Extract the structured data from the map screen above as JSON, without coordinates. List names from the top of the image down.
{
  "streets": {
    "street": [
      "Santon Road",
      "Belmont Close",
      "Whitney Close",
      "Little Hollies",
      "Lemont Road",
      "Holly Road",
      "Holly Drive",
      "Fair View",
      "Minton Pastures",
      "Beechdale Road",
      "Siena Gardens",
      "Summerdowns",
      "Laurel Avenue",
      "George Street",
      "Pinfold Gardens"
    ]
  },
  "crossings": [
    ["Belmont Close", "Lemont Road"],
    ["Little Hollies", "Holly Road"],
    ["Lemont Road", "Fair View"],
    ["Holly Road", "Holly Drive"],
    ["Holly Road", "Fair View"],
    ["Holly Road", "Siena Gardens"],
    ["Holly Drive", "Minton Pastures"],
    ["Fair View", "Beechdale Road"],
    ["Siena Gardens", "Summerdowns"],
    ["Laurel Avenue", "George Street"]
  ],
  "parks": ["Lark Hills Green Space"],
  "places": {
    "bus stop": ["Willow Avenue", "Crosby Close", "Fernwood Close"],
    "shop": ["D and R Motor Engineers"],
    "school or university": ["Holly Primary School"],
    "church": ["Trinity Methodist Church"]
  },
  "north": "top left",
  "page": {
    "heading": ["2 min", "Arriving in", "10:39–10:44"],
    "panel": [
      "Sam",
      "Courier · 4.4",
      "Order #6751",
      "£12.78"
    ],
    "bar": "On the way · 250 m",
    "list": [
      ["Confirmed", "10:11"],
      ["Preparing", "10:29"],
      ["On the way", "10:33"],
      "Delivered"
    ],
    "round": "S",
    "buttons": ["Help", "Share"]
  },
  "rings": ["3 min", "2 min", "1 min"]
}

^^^^

> **Task goal**
The answer should consist of every record above, copied exactly.

> **Answer to the problem**
Extract the structured data from the map screen above as JSON, without coordinates. List names from the top of the image down.
{
  "streets": {
    "street": [
      "Santon Road",
      "Belmont Close",
      "Whitney Close",
      "Little Hollies",
      "Lemont Road",
      "Holly Road",
      "Holly Drive",
      "Fair View",
      "Minton Pastures",
      "Beechdale Road",
      "Siena Gardens",
      "Summerdowns",
      "Laurel Avenue",
      "George Street",
      "Pinfold Gardens"
    ]
  },
  "crossings": [
    ["Belmont Close", "Lemont Road"],
    ["Little Hollies", "Holly Road"],
    ["Lemont Road", "Fair View"],
    ["Holly Road", "Holly Drive"],
    ["Holly Road", "Fair View"],
    ["Holly Road", "Siena Gardens"],
    ["Holly Drive", "Minton Pastures"],
    ["Fair View", "Beechdale Road"],
    ["Siena Gardens", "Summerdowns"],
    ["Laurel Avenue", "George Street"]
  ],
  "parks": ["Lark Hills Green Space"],
  "places": {
    "bus stop": ["Willow Avenue", "Crosby Close", "Fernwood Close"],
    "shop": ["D and R Motor Engineers"],
    "school or university": ["Holly Primary School"],
    "church": ["Trinity Methodist Church"]
  },
  "north": "top left",
  "page": {
    "heading": ["2 min", "Arriving in", "10:39–10:44"],
    "panel": [
      "Sam",
      "Courier · 4.4",
      "Order #6751",
      "£12.78"
    ],
    "bar": "On the way · 250 m",
    "list": [
      ["Confirmed", "10:11"],
      ["Preparing", "10:29"],
      ["On the way", "10:33"],
      "Delivered"
    ],
    "round": "S",
    "buttons": ["Help", "Share"]
  },
  "rings": ["3 min", "2 min", "1 min"]
}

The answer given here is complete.